The first and most basic necessity for the conduct of a round of arbitration is that of an arbitration agreement. Without an arbitration agreement, there cannot be a round of arbitration. In other words, arbitration is a contract-based form of ADR, meaning that there must be a clause in any contract to specify that arbitration can be used as a dispute resolution method. However, arbitration can also be agreed upon when a dispute arises.
International Commercial Arbitration as the name suggests is a dispute resolution method for parties that are in different countries and want to skip the hassle of litigating in national courts. Here arbitration can be of two types viz. Institutional and ad hoc. Institutional arbitration involves having an arbitration institution being appointed after the parties come to an agreement on arbitration and in ad hoc arbitration, a neutral individual is appointed after both the parties consent to this appointment.
Arbitration Agreement
An arbitration agreement is the most important and basic requirement.

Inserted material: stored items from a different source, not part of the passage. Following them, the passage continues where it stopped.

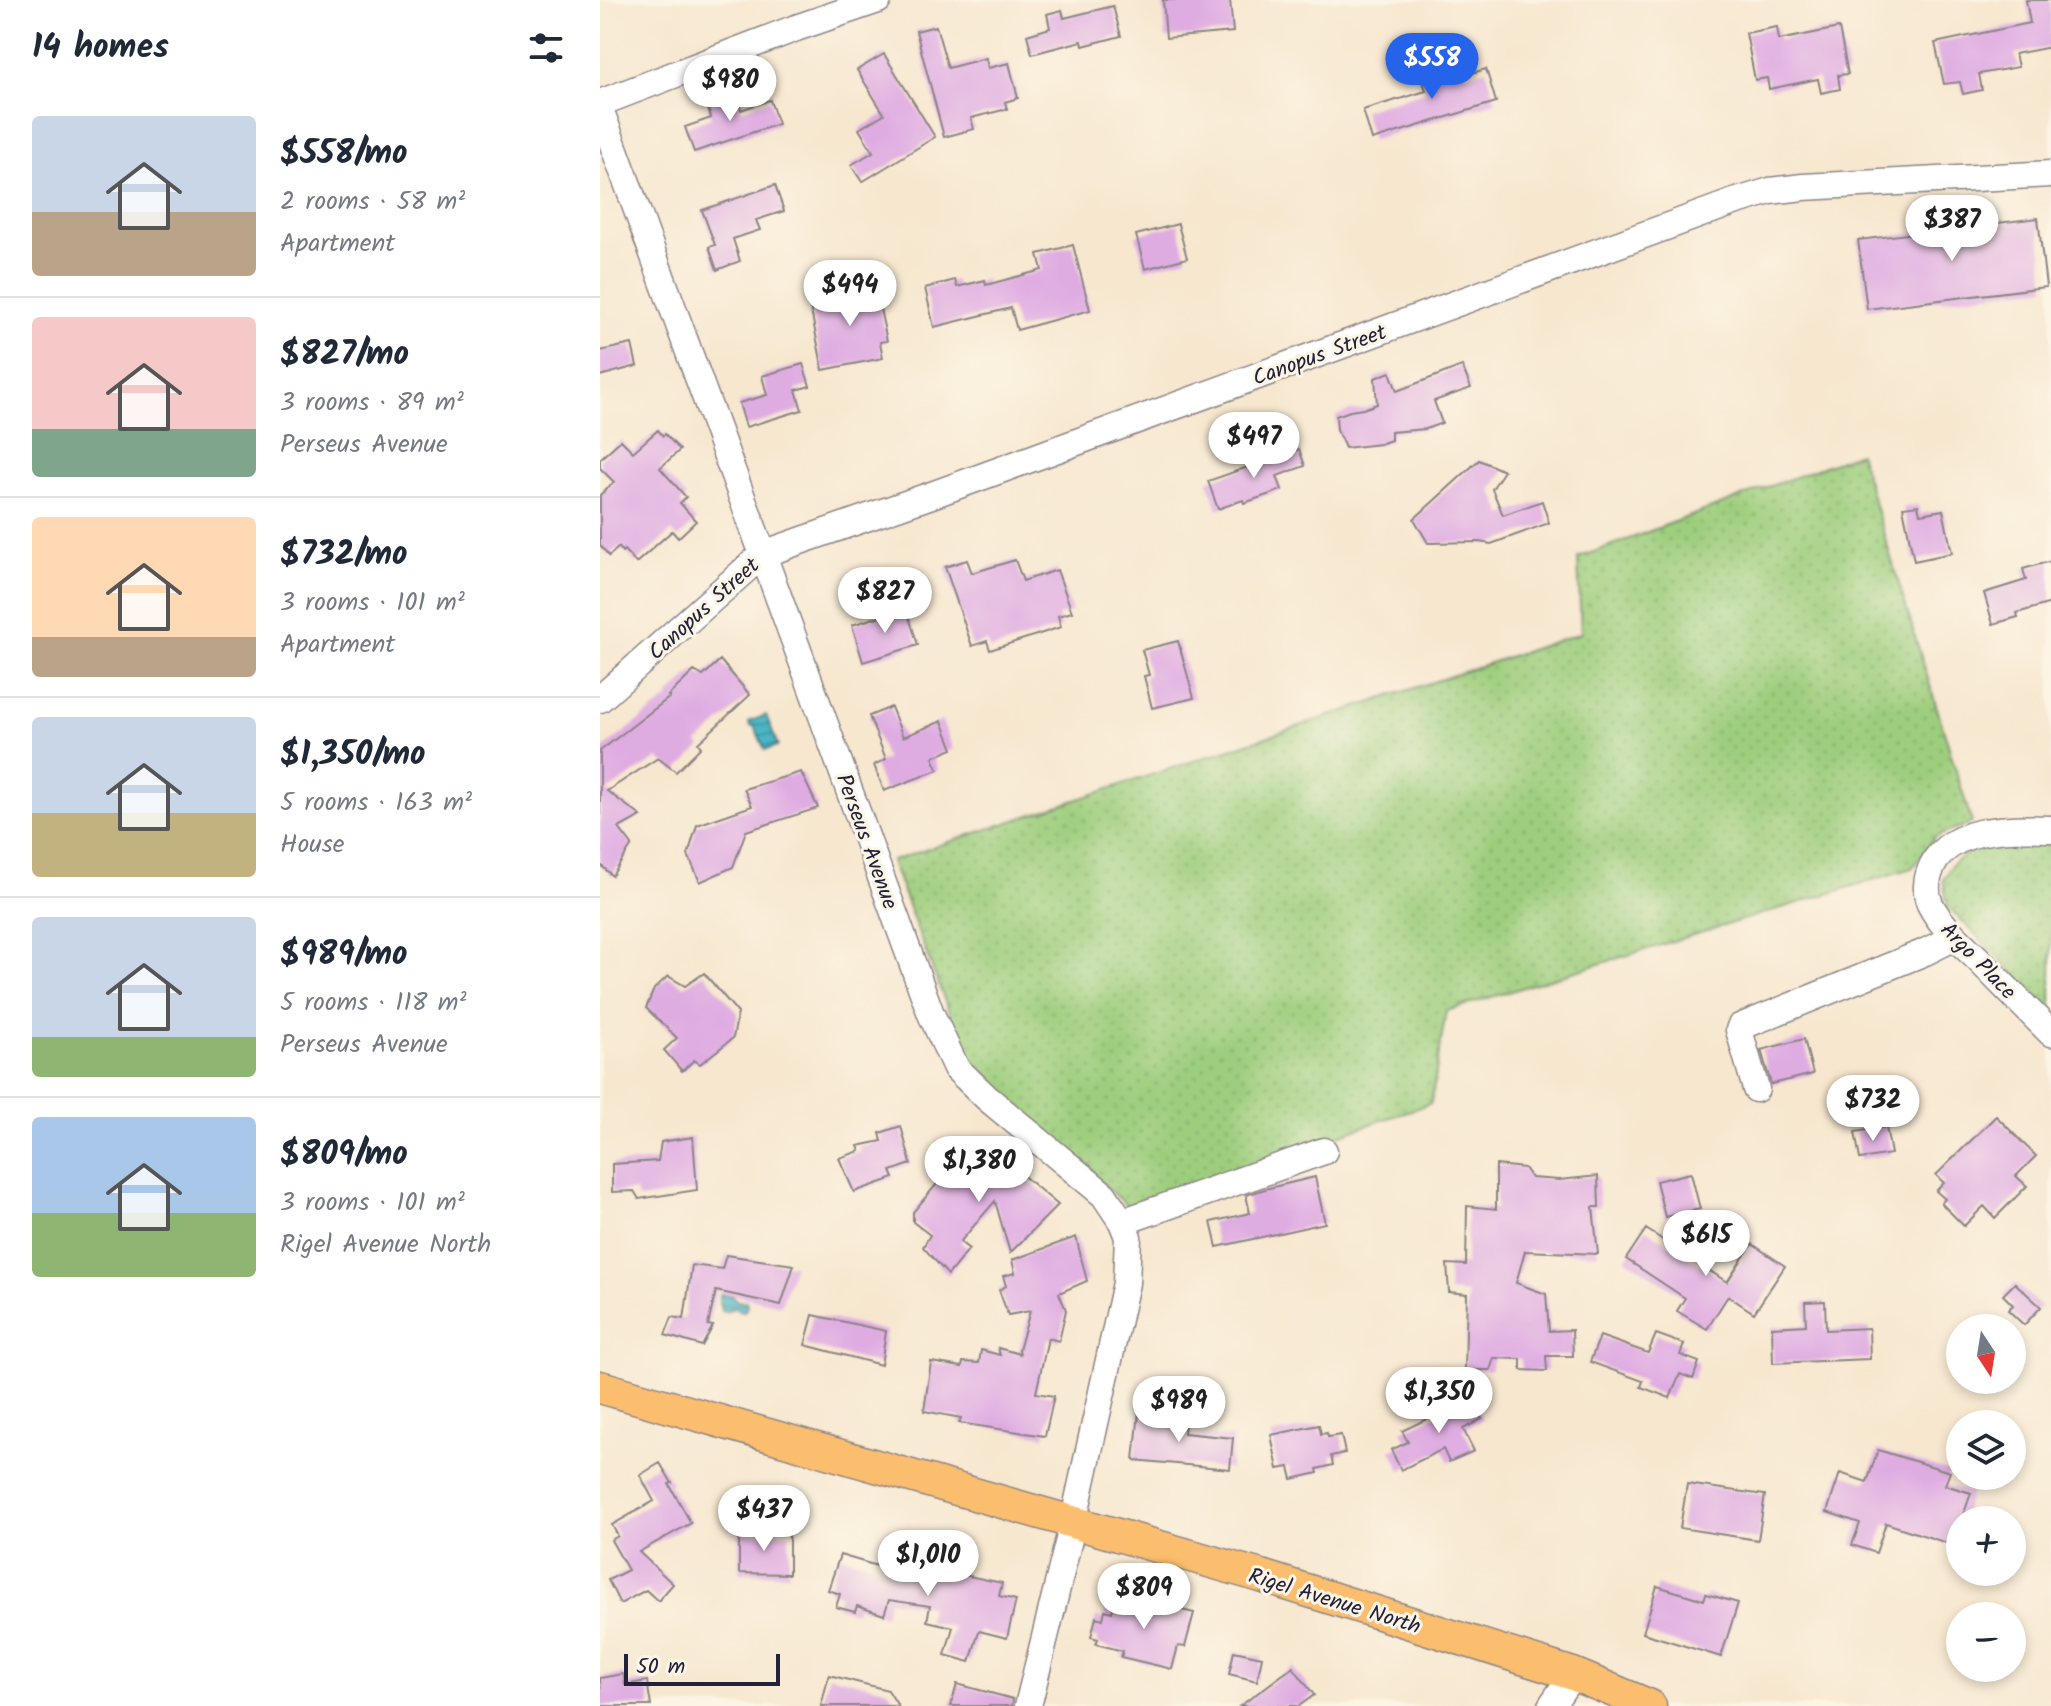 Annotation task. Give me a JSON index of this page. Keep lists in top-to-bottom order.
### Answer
{
  "streets": {
    "main road": ["Rigel Avenue North"],
    "street": ["Canopus Street", "Perseus Avenue", "Argo Place"]
  },
  "crossings": [
    ["Canopus Street", "Perseus Avenue"],
    ["Perseus Avenue", "Rigel Avenue North"]
  ],
  "scale_bar": "50 m",
  "north": "bottom",
  "page": {
    "heading": "14 homes",
    "price": [
      "$558",
      "$980",
      "$387",
      "$494",
      "$497",
      "$827",
      "$732",
      "$1,380",
      "$615",
      "$1,350",
      "$989",
      "$437",
      "$1,010",
      "$809"
    ],
    "list": [
      {
        "name": "$558/mo",
        "note": "2 rooms · 58 m² · Apartment"
      },
      {
        "name": "$827/mo",
        "note": "3 rooms · 89 m² · Perseus Avenue"
      },
      {
        "name": "$732/mo",
        "note": "3 rooms · 101 m² · Apartment"
      },
      {
        "name": "$1,350/mo",
        "note": "5 rooms · 163 m² · House"
      },
      {
        "name": "$989/mo",
        "note": "5 rooms · 118 m² · Perseus Avenue"
      },
      {
        "name": "$809/mo",
        "note": "3 rooms · 101 m² · Rigel Avenue North"
      }
    ],
    "map_buttons": ["+", "−"],
    "scale": "50 m"
  }
}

It needs to be present for a round of arbitration to happen. It can be obtained before a dispute arises where it is inserted as a clause in any contract between two parties or after a dispute arises also. Section 7 of the Arbitration and Conciliation Act, 1996 defines an arbitration agreement. It elaborates that the agreement can be in the form of a contract or as a clause in the contract between two parties[1].
Essentials of Arbitration Agreement
As all agreements go, there are three main essentials for an agreement to be called an arbitration agreement.
The first would be that it has to be written down. Section 7(4) of the Arbitration and Conciliation Act says that the agreement can be considered to be written when
- A document signed by the parties
- Exchange of letters or telegrams that contain the terms of the agreement[2]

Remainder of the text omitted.